Avec la régulation des monnaies virtuelles le paradigme libertarien qui s’attachait à l’origine à ce moyen de paiement se renverse complètement. À l’origine en effet, l’ambition du bitcoin, et de toutes les autres monnaies virtuelles, était d’aboutir à une monnaie décentralisée parfaite : elle n’est pas contrôlée ou créée par une banque centrale, mais par un algorithme, et une certaine quantité, décroissante, est attribuée au hasard toute les dix minutes à une des machines qui permet le fonctionnement du système. En se générant "toute seule", cette quasi-monnaie échappe aux circuits habituels et son succès est assuré par les frais de transaction presque nuls qu'elle garantit. La métaphore de Jean-Baptiste Carpentier, qui dirige TRACFIN, est parlante à cet égard : "Le dispositif de contrôle des flux financiers fonctionne comme le contrôle de la vitesse sur les routes, avec des radars fixes et des radars mobiles : nous avons des radars sur certaines routes, mais il existe des routes parallèles sur lesquelles nous n’en avons pas. Je suis incapable de vous dire s’il y a ou pas des excès de vitesse." Principal problème des monnaies virtuelles, la sécurité, non pas des échanges ici, mais de la conservation des gains et de leur utilisation, est le seul frein au succès. Car, si le nombre d’utilisateurs grandit, attirés par les gains potentiels, les principaux gains, par une distribution importante aux premiers entrants, sont déjà réalisés. Ceux qui hier ne souhaitaient pas de régulation pour créer leur système en demande désormais une pour apporter à ce système financier ce qui consoliderait son succès pour de bon : la confiance.

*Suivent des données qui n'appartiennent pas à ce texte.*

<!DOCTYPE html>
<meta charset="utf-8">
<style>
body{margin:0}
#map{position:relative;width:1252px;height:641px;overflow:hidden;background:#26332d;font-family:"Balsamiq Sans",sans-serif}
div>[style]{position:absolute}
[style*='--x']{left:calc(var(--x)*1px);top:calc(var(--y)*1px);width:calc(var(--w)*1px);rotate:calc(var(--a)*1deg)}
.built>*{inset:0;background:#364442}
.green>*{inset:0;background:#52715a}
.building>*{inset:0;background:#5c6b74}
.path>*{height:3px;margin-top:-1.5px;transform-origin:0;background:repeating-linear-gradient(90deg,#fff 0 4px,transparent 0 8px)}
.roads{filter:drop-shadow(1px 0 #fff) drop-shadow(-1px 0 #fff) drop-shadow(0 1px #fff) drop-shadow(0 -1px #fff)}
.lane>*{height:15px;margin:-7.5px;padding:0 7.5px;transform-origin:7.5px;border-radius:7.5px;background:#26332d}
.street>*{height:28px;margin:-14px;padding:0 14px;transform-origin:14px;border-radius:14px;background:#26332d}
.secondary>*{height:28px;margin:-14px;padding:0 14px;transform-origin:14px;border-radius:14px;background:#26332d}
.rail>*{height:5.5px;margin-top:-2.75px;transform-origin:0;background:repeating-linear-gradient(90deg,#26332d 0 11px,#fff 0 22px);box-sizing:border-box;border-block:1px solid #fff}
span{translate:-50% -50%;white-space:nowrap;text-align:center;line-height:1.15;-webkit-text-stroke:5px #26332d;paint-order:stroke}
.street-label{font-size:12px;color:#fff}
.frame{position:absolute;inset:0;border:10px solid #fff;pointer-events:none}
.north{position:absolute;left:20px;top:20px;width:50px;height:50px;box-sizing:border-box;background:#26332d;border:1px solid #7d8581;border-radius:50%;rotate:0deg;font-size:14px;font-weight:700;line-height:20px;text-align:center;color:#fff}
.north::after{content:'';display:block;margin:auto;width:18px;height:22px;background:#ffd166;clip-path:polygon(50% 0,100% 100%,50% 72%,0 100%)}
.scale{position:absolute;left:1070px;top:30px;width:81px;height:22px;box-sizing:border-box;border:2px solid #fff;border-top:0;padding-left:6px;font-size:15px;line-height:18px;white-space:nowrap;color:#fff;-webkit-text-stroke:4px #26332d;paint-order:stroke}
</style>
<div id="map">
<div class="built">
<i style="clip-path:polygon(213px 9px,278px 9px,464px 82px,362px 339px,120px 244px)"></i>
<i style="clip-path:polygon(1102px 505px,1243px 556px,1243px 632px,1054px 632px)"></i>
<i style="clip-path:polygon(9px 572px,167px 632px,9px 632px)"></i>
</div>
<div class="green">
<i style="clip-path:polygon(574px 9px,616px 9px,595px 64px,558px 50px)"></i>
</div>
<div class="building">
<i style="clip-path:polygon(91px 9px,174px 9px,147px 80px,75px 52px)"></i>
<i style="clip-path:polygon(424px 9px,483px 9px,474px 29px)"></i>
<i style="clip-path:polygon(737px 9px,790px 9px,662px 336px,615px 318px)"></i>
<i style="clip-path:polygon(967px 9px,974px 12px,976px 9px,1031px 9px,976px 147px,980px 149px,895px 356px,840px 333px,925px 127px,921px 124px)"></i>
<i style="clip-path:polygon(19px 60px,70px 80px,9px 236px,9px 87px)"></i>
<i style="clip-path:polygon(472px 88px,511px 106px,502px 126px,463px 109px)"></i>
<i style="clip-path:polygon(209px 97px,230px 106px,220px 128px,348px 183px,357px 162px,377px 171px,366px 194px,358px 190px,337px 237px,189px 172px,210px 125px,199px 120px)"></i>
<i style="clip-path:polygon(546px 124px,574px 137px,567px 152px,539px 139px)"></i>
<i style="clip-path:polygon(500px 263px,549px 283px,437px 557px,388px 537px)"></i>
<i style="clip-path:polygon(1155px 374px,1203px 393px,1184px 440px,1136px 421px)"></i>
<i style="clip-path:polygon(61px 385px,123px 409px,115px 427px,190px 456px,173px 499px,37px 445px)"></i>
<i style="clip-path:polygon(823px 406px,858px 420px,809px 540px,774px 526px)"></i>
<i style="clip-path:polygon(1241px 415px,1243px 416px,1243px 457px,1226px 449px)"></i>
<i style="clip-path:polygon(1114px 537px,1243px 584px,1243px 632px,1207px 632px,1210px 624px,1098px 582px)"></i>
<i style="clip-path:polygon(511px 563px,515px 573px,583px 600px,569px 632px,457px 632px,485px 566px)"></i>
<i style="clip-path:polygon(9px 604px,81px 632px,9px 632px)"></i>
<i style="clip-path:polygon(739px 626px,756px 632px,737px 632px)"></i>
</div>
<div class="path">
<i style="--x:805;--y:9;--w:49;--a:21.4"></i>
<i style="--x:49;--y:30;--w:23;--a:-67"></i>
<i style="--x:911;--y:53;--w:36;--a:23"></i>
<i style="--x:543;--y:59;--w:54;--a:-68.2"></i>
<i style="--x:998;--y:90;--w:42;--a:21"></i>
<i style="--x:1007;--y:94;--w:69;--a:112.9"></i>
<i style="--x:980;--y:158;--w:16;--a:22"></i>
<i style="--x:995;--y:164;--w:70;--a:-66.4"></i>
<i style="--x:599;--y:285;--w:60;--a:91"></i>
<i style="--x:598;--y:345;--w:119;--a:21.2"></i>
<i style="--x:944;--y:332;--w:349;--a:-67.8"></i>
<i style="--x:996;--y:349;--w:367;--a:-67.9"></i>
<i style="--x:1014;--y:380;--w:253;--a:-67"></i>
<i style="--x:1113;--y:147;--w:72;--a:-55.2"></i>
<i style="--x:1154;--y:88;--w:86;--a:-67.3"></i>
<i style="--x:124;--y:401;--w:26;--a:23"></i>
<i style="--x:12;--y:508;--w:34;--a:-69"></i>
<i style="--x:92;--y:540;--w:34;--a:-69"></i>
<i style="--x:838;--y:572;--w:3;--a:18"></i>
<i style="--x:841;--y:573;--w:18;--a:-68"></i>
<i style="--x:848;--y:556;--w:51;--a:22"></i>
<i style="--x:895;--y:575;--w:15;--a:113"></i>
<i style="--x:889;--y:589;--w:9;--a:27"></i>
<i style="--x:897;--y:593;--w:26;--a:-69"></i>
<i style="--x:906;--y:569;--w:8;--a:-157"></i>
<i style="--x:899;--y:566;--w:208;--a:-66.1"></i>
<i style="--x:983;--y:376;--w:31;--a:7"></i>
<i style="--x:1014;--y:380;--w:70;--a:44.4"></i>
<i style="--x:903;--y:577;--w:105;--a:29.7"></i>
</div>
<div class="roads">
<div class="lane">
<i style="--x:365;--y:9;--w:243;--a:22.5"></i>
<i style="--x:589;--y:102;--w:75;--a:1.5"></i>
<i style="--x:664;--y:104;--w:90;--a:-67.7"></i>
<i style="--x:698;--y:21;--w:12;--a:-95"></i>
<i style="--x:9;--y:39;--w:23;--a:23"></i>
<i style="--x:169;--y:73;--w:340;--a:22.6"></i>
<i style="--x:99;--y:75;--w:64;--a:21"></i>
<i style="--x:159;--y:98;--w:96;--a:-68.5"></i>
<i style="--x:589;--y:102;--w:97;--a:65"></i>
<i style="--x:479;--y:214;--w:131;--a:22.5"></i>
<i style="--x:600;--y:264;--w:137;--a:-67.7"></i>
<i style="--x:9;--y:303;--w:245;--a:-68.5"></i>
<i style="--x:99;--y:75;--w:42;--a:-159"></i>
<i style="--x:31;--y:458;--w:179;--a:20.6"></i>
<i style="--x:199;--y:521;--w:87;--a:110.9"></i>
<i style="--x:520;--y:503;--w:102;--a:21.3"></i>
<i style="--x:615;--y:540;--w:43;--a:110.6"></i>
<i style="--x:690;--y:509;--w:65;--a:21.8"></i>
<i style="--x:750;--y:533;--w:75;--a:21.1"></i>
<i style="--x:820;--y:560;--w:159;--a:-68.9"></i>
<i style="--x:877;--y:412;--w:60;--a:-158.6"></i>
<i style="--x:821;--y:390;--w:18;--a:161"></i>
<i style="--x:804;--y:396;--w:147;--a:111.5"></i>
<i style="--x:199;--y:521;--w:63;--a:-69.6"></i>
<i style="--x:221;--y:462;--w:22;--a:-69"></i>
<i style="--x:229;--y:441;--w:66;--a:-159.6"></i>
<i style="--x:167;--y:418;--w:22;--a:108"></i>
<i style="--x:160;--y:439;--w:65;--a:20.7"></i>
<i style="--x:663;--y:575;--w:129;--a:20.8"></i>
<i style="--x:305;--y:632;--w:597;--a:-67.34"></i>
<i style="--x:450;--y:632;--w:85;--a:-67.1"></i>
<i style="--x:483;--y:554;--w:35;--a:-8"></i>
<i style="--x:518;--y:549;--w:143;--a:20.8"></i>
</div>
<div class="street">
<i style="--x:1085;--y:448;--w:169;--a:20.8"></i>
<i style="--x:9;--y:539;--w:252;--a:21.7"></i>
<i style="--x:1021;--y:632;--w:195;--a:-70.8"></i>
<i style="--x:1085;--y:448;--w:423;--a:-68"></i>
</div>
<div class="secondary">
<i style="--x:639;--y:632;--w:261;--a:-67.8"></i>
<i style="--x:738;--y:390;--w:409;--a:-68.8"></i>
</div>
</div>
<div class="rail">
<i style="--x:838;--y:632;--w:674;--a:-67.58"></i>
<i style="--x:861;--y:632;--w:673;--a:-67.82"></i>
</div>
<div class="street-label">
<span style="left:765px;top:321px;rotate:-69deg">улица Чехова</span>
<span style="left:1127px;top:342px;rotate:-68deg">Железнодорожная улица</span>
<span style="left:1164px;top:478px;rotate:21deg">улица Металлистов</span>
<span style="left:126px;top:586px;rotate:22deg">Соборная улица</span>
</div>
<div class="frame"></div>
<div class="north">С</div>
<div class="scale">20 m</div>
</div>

La régulation publique apporte ici une plus-value incomparable pour ce système en croissance, qui nécessite toutefois d’être nuancée. Par un contrôle actif de ce marché financier, l’administration (TRACFIN, les douanes… mais aussi des autorités administratives transparentes comme l’Autorité des marchés financiers) diminue les risques existants et renforce ainsi la valeur du réseau. Tel serait par exemple le cas si la Banque de France accepte de conserver des bitcoins dans ses « coffres » électroniques. Les avantages sont alors nombreux. D’une part, elle permettrait d’accroître les échanges sur le territoire national avec un instrument financier qui s’apprécie, ce qui dégagerait parallèlement des profits. Par exemple, en achetant un bien aujourd’hui avec 1 bitcoin (ce qui représente déjà une somme importante), si le réseau est sécurisé et encadré, et ainsi dans une dynamique de croissance moins exposée à un risque de baisse, le commerçant qui reçoit le paiement n’est pas touché par la neutralité de la monnaie et dégagera une double plus-value : celle de la marge sur le bien vendu et sur la monnaie d’échange qui s’est appréciée entre le moment où elle a été échangée et le moment où elle a été reçue. Cette activité va bénéficier à la croissance tout en restant neutre pour la monnaie officielle. Sur le plan de la taxation, la double plus-value permettrait d’étendre l’assiette d’imposition, ce qui n’est pas négligeable en période de recherche de recettes publiques. Par ailleurs, sur le plan de la criminalité, si les échanges restent anonymes jusqu’à l’échange avec de la véritable monnaie, la supervision de ces monnaies permettrait aux services de police judiciaire de remonter plus facilement aux auteurs d’infractions. Reste que, comme toute activité spéculative, le risque de crach existe, mais la tendance finie de cette monnaie (dont le nombre d'unité en circulation est à terme de 21 millions) assure qu'il y aura plus de demande que d'offre.

La plus grande faiblesse des monnaies virtuelles reste leur volatilité très forte. Le krach très rapide qui s'est produit aujourd'hui en est un exemple frappant, qui fragilise d'autant les porteurs de cette "devise".

L’échelle de cet encadrement devra être l’Union européenne, comme souvent en matière de régulation des activités économiques. Les directives européennes sur la facturation électronique ou l’espace unique de paiement en EURO (SEPA) sont des exemples de succès de cette méthode. L’initiative de rapport du Sénat, qui fait écho à des propos du ministre des Finances au début de l’année mais également à une certaine activité au sein d’autres pays membres, poussera sans doute la commission européenne à se saisir officiellement du sujet.